The timeline for full mouth reconstruction varies based on the complexity of the case and individual treatment needs. In this case, treatment was designed to be completed within a few appointments to accommodate the patient's relocation schedule. After diagnostic planning and any necessary preparatory procedures like endodontics, provisional restorations are placed first, followed by final restorations once the patient adapts to the new bite.
Zirconia crowns offer excellent strength and durability, particularly in monolithic form without porcelain layering. They can provide very good aesthetics while being highly resistant to wear and fracture. For full mouth reconstruction cases involving restoration of vertical dimension, zirconia provides the structural reliability needed for long-term success.

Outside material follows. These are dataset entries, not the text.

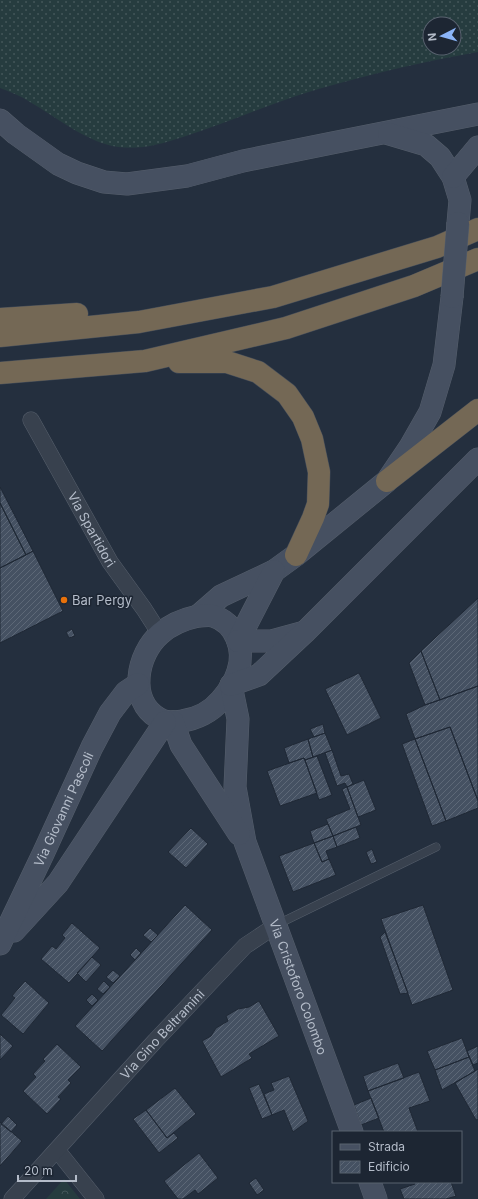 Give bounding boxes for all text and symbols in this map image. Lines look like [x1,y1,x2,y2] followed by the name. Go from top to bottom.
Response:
[422,16,462,56] north arrow
[425,32,439,42] text: N
[65,489,119,570] street label: Via Spartidori
[72,592,132,608] place label: Bar Pergy
[59,595,69,605] marker: Bar Pergy
[30,749,97,869] street label: Via Giovanni Pascoli
[266,917,331,1057] street label: Via Cristoforo Colombo
[117,986,208,1082] street label: Via Gino Beltramini
[332,1131,462,1183] legend
[368,1139,405,1154] text: Strada
[18,1157,76,1183] scale bar
[368,1159,410,1174] text: Edificio
[24,1163,53,1178] text: 20 m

Vertical dimension refers to the height of the lower face when the teeth are in contact. When teeth wear down significantly over time, this dimension decreases, leading to an overclosed, collapsed bite. Restoring proper vertical dimension improves facial aesthetics, jaw function, and bite relationships while providing space for durable restorations.
No, surgery is not always required for treating severely worn dentition. While some cases may benefit from orthognathic surgery combined with orthodontics, many patients can achieve excellent functional and aesthetic results through restorative approaches like full mouth reconstruction. The appropriate treatment depends on the specific nature of the wear, the patient's goals, and their overall circumstances.